中東かわら版

№53 イスラエル・トルコ:約6年ぶりに関係正常化で正式合意

  2016年6月27日、イスラエルのネタニヤフ首相とトルコのユルドゥルム首相は、関係正常化で合意したと公式に発表した。イスラエルとトルコの代表団は、前日の26日に正常化の条件で最終的に合意していた。28日には両者による合意書の署名が行なわれる。

 かって良好だったイスラエルとトルコの関係は、2010年5月末に急速に悪化した。5月31日、ガザに向かっていた国際的な支援船団をイスラエル軍が拿捕した。この際、欧州などの活動家らは無抵抗で拿捕されたが、トルコのイスラーム系慈善団体IHHのメンバーらは、イスラエル軍の拿捕に抵抗した。その結果、イスラエル軍の銃撃で、トルコ人9人(その後1人が死亡し計10人)が死亡し、二国間関係は悪化した。

 米国が両国関係改善の仲介を行い、2013年3月、オバマ大統領がイスラエルを訪問した際、エルドアン首相(当時)との電話会談を大統領自身が仲介した。同電話会談にて、ネタニヤフ首相はトルコ人犠牲者が出たことを謝罪した。その後、事務レベルによる断続的な協議が継続されていた。イスラエル側の報道では、2014年2月には正常化案で合意が成立していたとも言われる。最近の動きでは、2016年3月20日、イスラエルのドリー・ゴールド外務次官がトルコを公式に訪問している。同3月31日には、ワシントンで開催された安全保障セミナーに参加したエルドアン大統領が、イスラエルのステイニッツ水資源・エネルギー相と会談するなど公式な場での高官・政治家の接触が増加していた。4月頃から、両国代表団が欧州で協議を行なっており、最終的な合意は近いと報道されていた。
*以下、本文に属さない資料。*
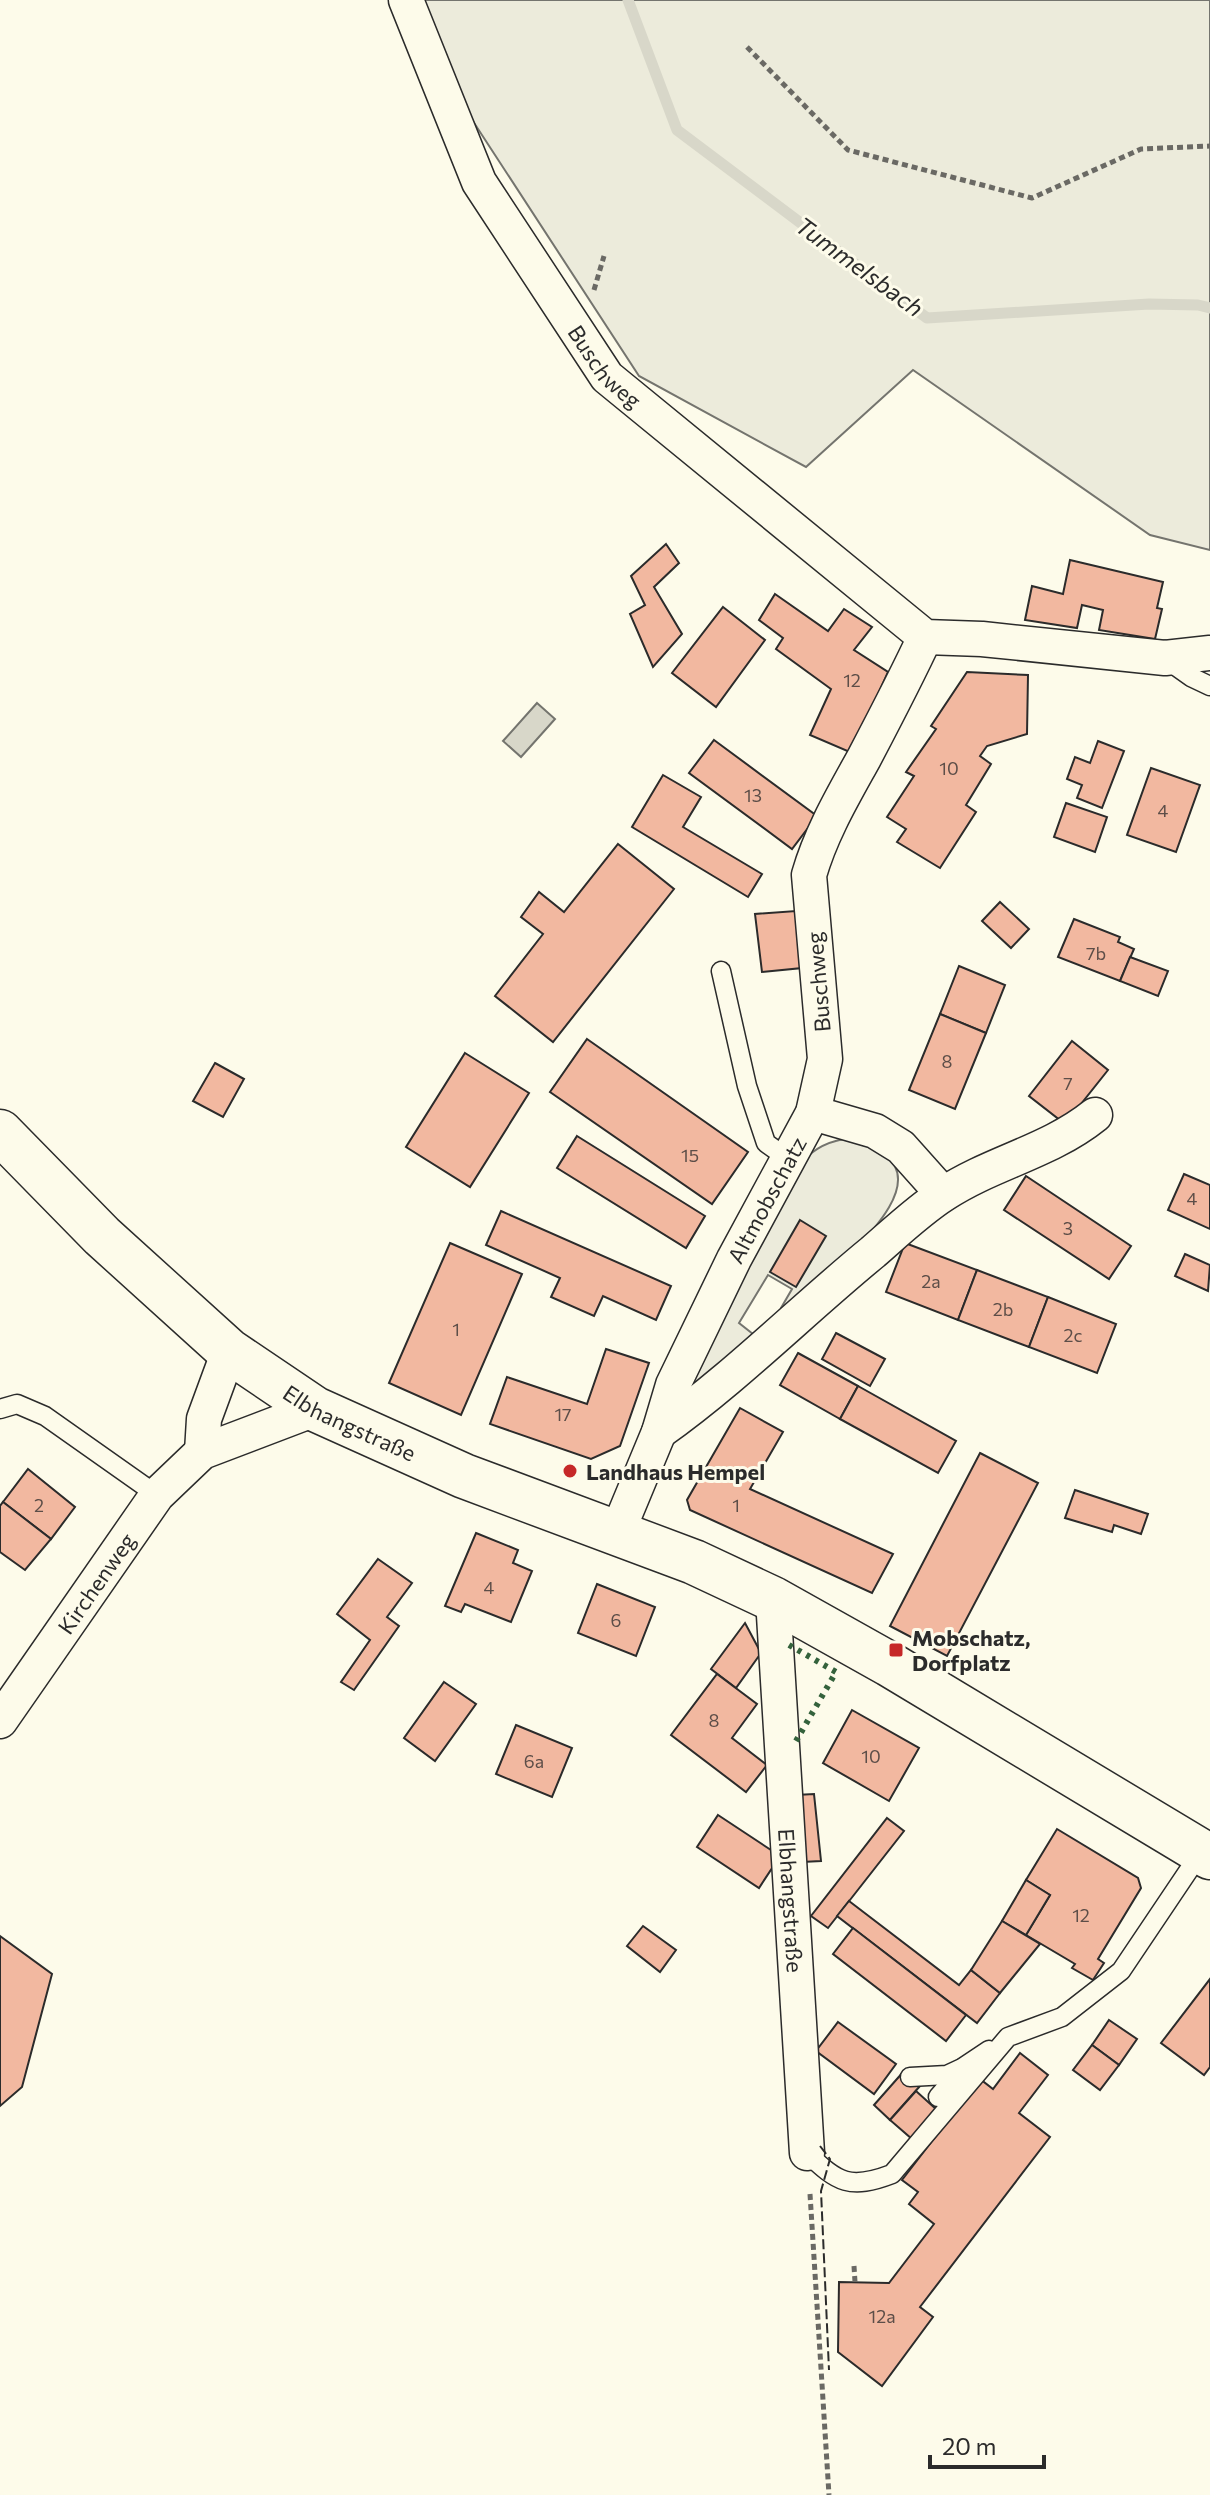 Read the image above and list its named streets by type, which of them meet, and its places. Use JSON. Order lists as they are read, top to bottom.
{
  "streets": {
    "street": [
      "Buschweg",
      "Altmobschatz",
      "Elbhangstraße",
      "Kirchenweg"
    ]
  },
  "crossings": [
    ["Buschweg", "Altmobschatz"],
    ["Altmobschatz", "Elbhangstraße"],
    ["Elbhangstraße", "Kirchenweg"]
  ],
  "water": ["Tummelsbach"],
  "places": {
    "other": ["Landhaus Hempel"],
    "transit": ["Mobschatz, Dorfplatz"]
  },
  "house_numbers": [
    "12",
    "10",
    "13",
    "4",
    "7b",
    "8",
    "7",
    "15",
    "4",
    "3",
    "2a",
    "2b",
    "1",
    "2c",
    "17",
    "2",
    "1",
    "4",
    "6",
    "8",
    "10",
    "6a",
    "12",
    "12a"
  ],
  "scale_bar": "20 m"
}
 今回の合意により、イスラエルは、遺族への2000万ドルの「人道的基金」の提供を行い、トルコ側は拿捕に関係したイスラエル軍将兵に対する法的訴追を中止する。またトルコは、イスラエルのアシュドット港を経由した人道支援を行なうとともに、ガザ市内に発電所、病院及び住宅を建設する。今回の合意により、両国は、早急に大使を派遣し、関係の正常化を進める。

評価 

 ネタニヤフ首相は、トルコとの関係正常化は戦略的な判断だと述べた。イスラエルにとってトルコとの良好な関係が、戦略的な資産であることに疑問の余地はない。両国関係が改善することは、東地中海地域にあった不必要な緊張要因がなくなることを意味し、前向きの動きである。むしろ不思議なのは、イスラエルが戦略的に重要なトルコとの関係悪化をなぜ6年間も放置してきたかであるが、この点についての明確な答えはまだ見えていない。
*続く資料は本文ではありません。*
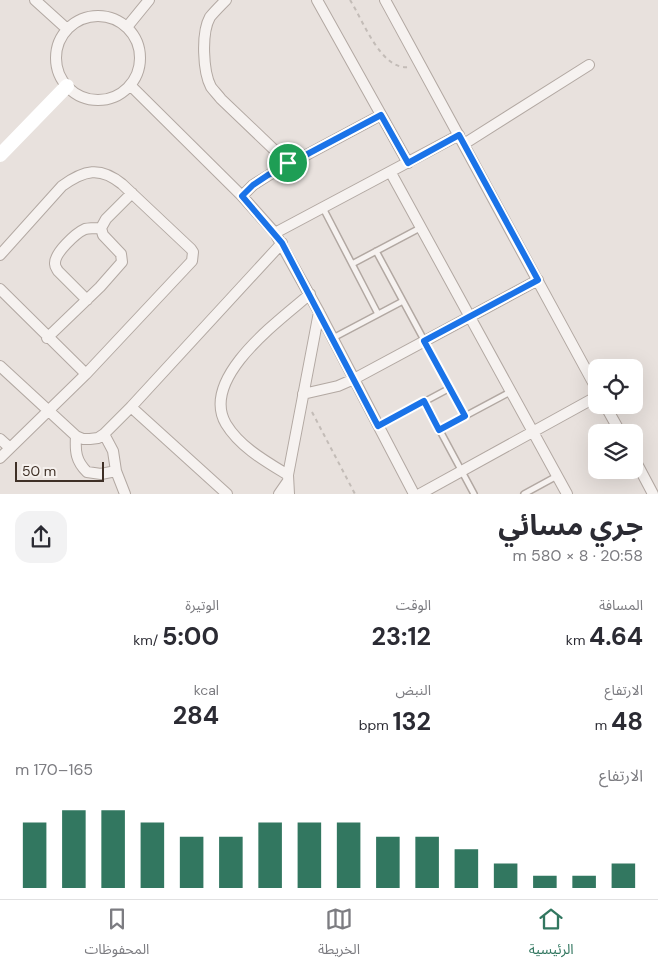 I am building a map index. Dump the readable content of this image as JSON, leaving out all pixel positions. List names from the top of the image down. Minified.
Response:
{"scale_bar":"50 m","page":{"scale":"50 m","heading":["جري مسائي","20:58 · 8 × 580 m"],"stats":[["المسافة","4.64 km"],["الوقت","23:12"],["الوتيرة","5:00 /km"],["الارتفاع","48 m"],["النبض","132 bpm"],["kcal","284"]],"chart":["الارتفاع","165–170 m"],"tabs":["الرئيسية","الخريطة","المحفوظات"]}} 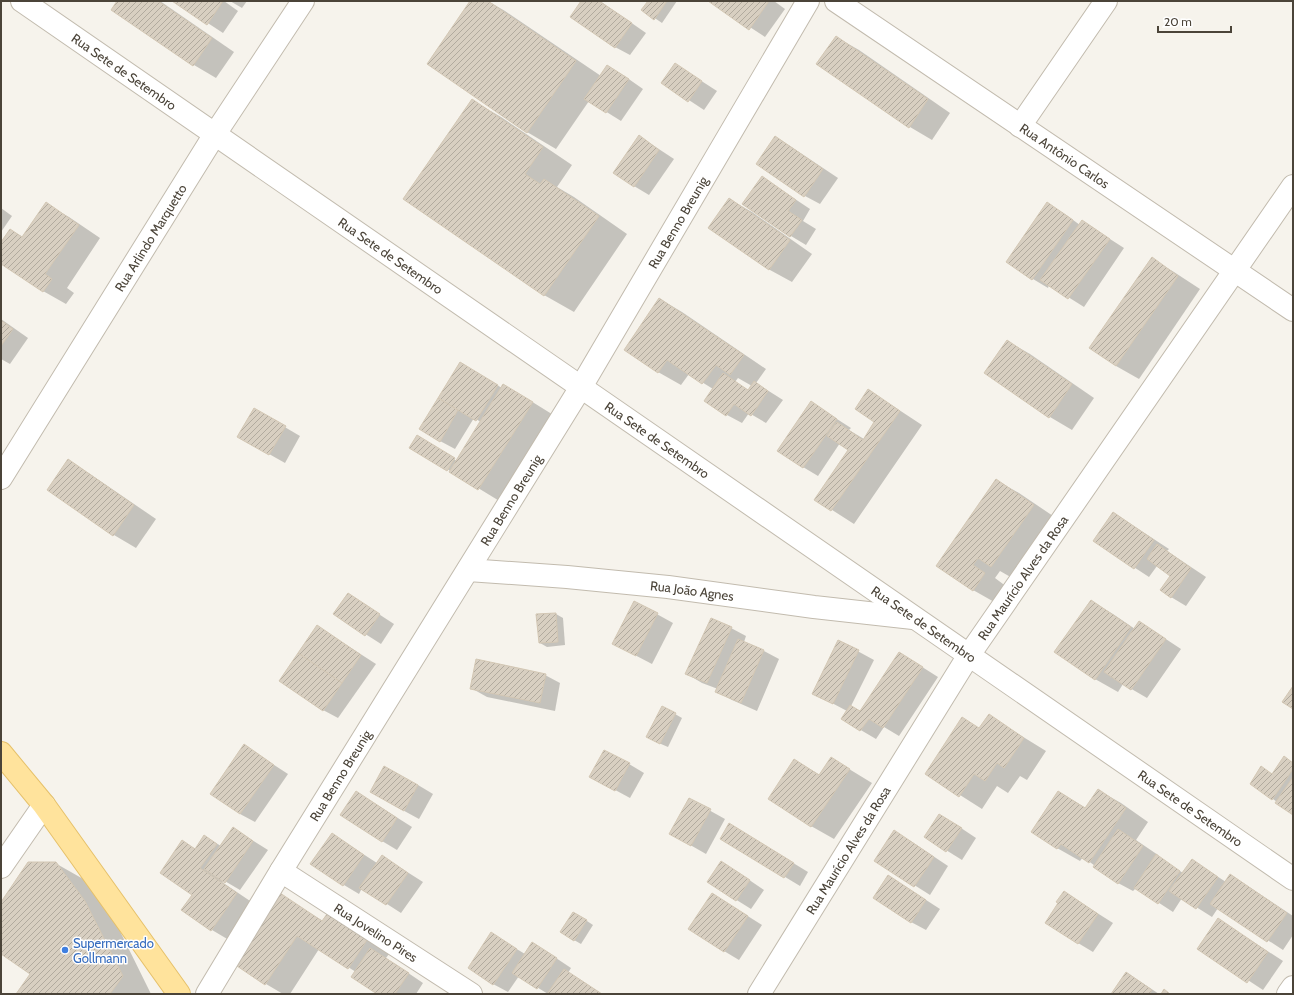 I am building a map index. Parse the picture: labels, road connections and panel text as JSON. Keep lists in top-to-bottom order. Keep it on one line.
{"streets":{"street":["Rua Sete de Setembro","Rua Antônio Carlos","Rua Benno Breunig","Rua Arlindo Marquetto","Rua Maurício Alves da Rosa","Rua João Agnes","Rua Jovelino Pires"]},"crossings":[["Rua Sete de Setembro","Rua Benno Breunig"],["Rua Sete de Setembro","Rua Arlindo Marquetto"],["Rua Sete de Setembro","Rua Maurício Alves da Rosa"],["Rua Sete de Setembro","Rua João Agnes"],["Rua Antônio Carlos","Rua Maurício Alves da Rosa"],["Rua Benno Breunig","Rua João Agnes"],["Rua Benno Breunig","Rua Jovelino Pires"]],"places":["Supermercado Gollmann"],"scale_bar":"20 m"}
 2010年5月末にトルコ人乗員9人が死亡した際、イスラエルは、現場で発生した不幸な偶発的事件として対処し、死者が出たことは本意ではないとトルコ側に謝罪する選択肢があった。しかし、当時のイスラエル政府は、イスラエル軍兵士に対する攻撃はテロ行為であるとしてトルコに対して強硬な姿勢で対応した。トルコ側は、公海上での海賊行為だと反発し、両者の対立が長期化した。

  2013年3月、ネタニヤフ首相とエルドアン首相が電話会談した後、両国間での協議が開始された。しかし、トルコ人犠牲者の遺族に支払うお金の法的な性格などで紛糾し、交渉が難航したようだ。ただ2014年2月には、協議はすでに合意に至っていたとの報道もあり、最後まで何が問題だっかたかははっきりしない。他方、関係悪化は、両国間の経済関係に大きな悪影響はなかったようだ。

 合意発表後にメディアが行なった世論調査では、イスラエルのユダヤ人の65%が合意に反対し、賛成は24%だった。72%が、2014年のガザでの戦闘で戦死し、ハマースが保持している2人の兵士の遺体返還も含めるべきだったとしている。報道では、エルドアン大統領はネタニヤフ首相宛に手紙を送り、ガザにある兵士の遺体返還に努力するとしたが、同問題は両国関係の正常化とは切り離して議論されている。またイスラエル側は、トルコ国内でのハマースの活動規制を要請したようであるが、ハマースの活動規制は合意の中にないようである。